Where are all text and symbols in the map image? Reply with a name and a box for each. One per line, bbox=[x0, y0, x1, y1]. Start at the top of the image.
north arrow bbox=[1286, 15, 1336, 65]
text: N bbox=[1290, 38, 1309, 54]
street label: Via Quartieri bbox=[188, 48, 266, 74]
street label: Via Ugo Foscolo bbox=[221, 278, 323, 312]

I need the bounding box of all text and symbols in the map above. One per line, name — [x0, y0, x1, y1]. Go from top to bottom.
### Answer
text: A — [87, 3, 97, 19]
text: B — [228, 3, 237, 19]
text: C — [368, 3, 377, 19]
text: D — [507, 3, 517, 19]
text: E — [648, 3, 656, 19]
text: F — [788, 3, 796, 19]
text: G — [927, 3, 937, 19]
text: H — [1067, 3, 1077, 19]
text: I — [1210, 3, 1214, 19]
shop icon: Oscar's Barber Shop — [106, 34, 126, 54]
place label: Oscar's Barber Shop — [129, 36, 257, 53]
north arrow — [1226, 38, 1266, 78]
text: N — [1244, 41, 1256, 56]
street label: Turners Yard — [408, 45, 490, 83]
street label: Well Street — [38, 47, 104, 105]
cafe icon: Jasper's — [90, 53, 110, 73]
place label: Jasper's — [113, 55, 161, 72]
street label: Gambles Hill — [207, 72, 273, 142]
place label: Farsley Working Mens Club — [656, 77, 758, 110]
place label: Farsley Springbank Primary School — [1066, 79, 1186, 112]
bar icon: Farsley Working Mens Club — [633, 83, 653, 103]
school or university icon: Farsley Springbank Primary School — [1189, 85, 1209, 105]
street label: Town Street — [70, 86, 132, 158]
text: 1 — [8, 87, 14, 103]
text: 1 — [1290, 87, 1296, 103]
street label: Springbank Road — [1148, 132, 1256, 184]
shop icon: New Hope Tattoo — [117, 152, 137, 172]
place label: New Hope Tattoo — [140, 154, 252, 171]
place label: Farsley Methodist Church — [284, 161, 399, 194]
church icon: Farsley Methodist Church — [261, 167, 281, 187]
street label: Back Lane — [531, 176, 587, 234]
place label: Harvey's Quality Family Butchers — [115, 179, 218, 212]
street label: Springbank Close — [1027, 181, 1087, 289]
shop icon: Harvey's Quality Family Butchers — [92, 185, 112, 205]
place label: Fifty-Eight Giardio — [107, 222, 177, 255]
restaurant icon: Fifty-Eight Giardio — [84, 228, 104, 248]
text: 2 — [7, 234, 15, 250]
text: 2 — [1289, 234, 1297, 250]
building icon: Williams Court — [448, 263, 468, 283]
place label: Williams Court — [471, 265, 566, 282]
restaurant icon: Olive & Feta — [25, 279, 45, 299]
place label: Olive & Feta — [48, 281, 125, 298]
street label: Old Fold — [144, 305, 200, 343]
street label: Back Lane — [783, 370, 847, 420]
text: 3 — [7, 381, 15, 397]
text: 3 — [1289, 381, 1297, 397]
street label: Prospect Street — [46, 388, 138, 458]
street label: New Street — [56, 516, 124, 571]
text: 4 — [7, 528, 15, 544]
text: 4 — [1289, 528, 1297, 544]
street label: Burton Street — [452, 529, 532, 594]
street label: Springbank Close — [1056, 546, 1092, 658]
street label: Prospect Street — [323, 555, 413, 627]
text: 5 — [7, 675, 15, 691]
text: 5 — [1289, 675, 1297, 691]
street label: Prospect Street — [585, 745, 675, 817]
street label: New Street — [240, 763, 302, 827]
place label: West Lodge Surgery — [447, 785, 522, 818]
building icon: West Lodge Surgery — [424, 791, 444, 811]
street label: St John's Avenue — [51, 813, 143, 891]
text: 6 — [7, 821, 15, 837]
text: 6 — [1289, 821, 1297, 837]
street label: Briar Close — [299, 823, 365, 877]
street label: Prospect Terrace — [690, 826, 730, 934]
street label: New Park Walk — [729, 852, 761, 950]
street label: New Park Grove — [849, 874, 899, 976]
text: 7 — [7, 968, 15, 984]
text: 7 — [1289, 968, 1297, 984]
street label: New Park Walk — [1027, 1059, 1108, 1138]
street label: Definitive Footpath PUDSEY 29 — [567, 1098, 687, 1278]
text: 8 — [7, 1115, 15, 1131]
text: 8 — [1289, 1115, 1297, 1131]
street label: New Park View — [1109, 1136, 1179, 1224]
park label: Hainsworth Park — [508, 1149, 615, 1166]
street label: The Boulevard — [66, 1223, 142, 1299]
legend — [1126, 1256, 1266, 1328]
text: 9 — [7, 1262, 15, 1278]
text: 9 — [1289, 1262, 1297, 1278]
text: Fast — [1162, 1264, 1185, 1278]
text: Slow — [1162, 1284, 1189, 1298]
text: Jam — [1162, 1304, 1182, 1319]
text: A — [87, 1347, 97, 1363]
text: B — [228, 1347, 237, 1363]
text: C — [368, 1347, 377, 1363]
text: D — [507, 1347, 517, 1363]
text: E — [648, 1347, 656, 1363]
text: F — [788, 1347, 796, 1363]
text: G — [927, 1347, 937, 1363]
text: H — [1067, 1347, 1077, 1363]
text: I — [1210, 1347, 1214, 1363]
• • • • • • •
Task description.
Word for word, transcribe all of the entries shown above.

Response to the task.
Where are all text and symbols in the map image? Reply with a name and a box for each. One per line, bbox=[x0, y0, x1, y1]. Start at the top of the image.
north arrow bbox=[1286, 15, 1336, 65]
text: N bbox=[1290, 38, 1309, 54]
street label: Via Quartieri bbox=[188, 48, 266, 74]
street label: Via Ugo Foscolo bbox=[221, 278, 323, 312]

I need the bounding box of all text and symbols in the map above. One per line, name — [x0, y0, x1, y1]. Go from top to bottom.
### Answer
text: A — [87, 3, 97, 19]
text: B — [228, 3, 237, 19]
text: C — [368, 3, 377, 19]
text: D — [507, 3, 517, 19]
text: E — [648, 3, 656, 19]
text: F — [788, 3, 796, 19]
text: G — [927, 3, 937, 19]
text: H — [1067, 3, 1077, 19]
text: I — [1210, 3, 1214, 19]
shop icon: Oscar's Barber Shop — [106, 34, 126, 54]
place label: Oscar's Barber Shop — [129, 36, 257, 53]
north arrow — [1226, 38, 1266, 78]
text: N — [1244, 41, 1256, 56]
street label: Turners Yard — [408, 45, 490, 83]
street label: Well Street — [38, 47, 104, 105]
cafe icon: Jasper's — [90, 53, 110, 73]
place label: Jasper's — [113, 55, 161, 72]
street label: Gambles Hill — [207, 72, 273, 142]
place label: Farsley Working Mens Club — [656, 77, 758, 110]
place label: Farsley Springbank Primary School — [1066, 79, 1186, 112]
bar icon: Farsley Working Mens Club — [633, 83, 653, 103]
school or university icon: Farsley Springbank Primary School — [1189, 85, 1209, 105]
street label: Town Street — [70, 86, 132, 158]
text: 1 — [8, 87, 14, 103]
text: 1 — [1290, 87, 1296, 103]
street label: Springbank Road — [1148, 132, 1256, 184]
shop icon: New Hope Tattoo — [117, 152, 137, 172]
place label: New Hope Tattoo — [140, 154, 252, 171]
place label: Farsley Methodist Church — [284, 161, 399, 194]
church icon: Farsley Methodist Church — [261, 167, 281, 187]
street label: Back Lane — [531, 176, 587, 234]
place label: Harvey's Quality Family Butchers — [115, 179, 218, 212]
street label: Springbank Close — [1027, 181, 1087, 289]
shop icon: Harvey's Quality Family Butchers — [92, 185, 112, 205]
place label: Fifty-Eight Giardio — [107, 222, 177, 255]
restaurant icon: Fifty-Eight Giardio — [84, 228, 104, 248]
text: 2 — [7, 234, 15, 250]
text: 2 — [1289, 234, 1297, 250]
building icon: Williams Court — [448, 263, 468, 283]
place label: Williams Court — [471, 265, 566, 282]
restaurant icon: Olive & Feta — [25, 279, 45, 299]
place label: Olive & Feta — [48, 281, 125, 298]
street label: Old Fold — [144, 305, 200, 343]
street label: Back Lane — [783, 370, 847, 420]
text: 3 — [7, 381, 15, 397]
text: 3 — [1289, 381, 1297, 397]
street label: Prospect Street — [46, 388, 138, 458]
street label: New Street — [56, 516, 124, 571]
text: 4 — [7, 528, 15, 544]
text: 4 — [1289, 528, 1297, 544]
street label: Burton Street — [452, 529, 532, 594]
street label: Springbank Close — [1056, 546, 1092, 658]
street label: Prospect Street — [323, 555, 413, 627]
text: 5 — [7, 675, 15, 691]
text: 5 — [1289, 675, 1297, 691]
street label: Prospect Street — [585, 745, 675, 817]
street label: New Street — [240, 763, 302, 827]
place label: West Lodge Surgery — [447, 785, 522, 818]
building icon: West Lodge Surgery — [424, 791, 444, 811]
street label: St John's Avenue — [51, 813, 143, 891]
text: 6 — [7, 821, 15, 837]
text: 6 — [1289, 821, 1297, 837]
street label: Briar Close — [299, 823, 365, 877]
street label: Prospect Terrace — [690, 826, 730, 934]
street label: New Park Walk — [729, 852, 761, 950]
street label: New Park Grove — [849, 874, 899, 976]
text: 7 — [7, 968, 15, 984]
text: 7 — [1289, 968, 1297, 984]
street label: New Park Walk — [1027, 1059, 1108, 1138]
street label: Definitive Footpath PUDSEY 29 — [567, 1098, 687, 1278]
text: 8 — [7, 1115, 15, 1131]
text: 8 — [1289, 1115, 1297, 1131]
street label: New Park View — [1109, 1136, 1179, 1224]
park label: Hainsworth Park — [508, 1149, 615, 1166]
street label: The Boulevard — [66, 1223, 142, 1299]
legend — [1126, 1256, 1266, 1328]
text: 9 — [7, 1262, 15, 1278]
text: 9 — [1289, 1262, 1297, 1278]
text: Fast — [1162, 1264, 1185, 1278]
text: Slow — [1162, 1284, 1189, 1298]
text: Jam — [1162, 1304, 1182, 1319]
text: A — [87, 1347, 97, 1363]
text: B — [228, 1347, 237, 1363]
text: C — [368, 1347, 377, 1363]
text: D — [507, 1347, 517, 1363]
text: E — [648, 1347, 656, 1363]
text: F — [788, 1347, 796, 1363]
text: G — [927, 1347, 937, 1363]
text: H — [1067, 1347, 1077, 1363]
text: I — [1210, 1347, 1214, 1363]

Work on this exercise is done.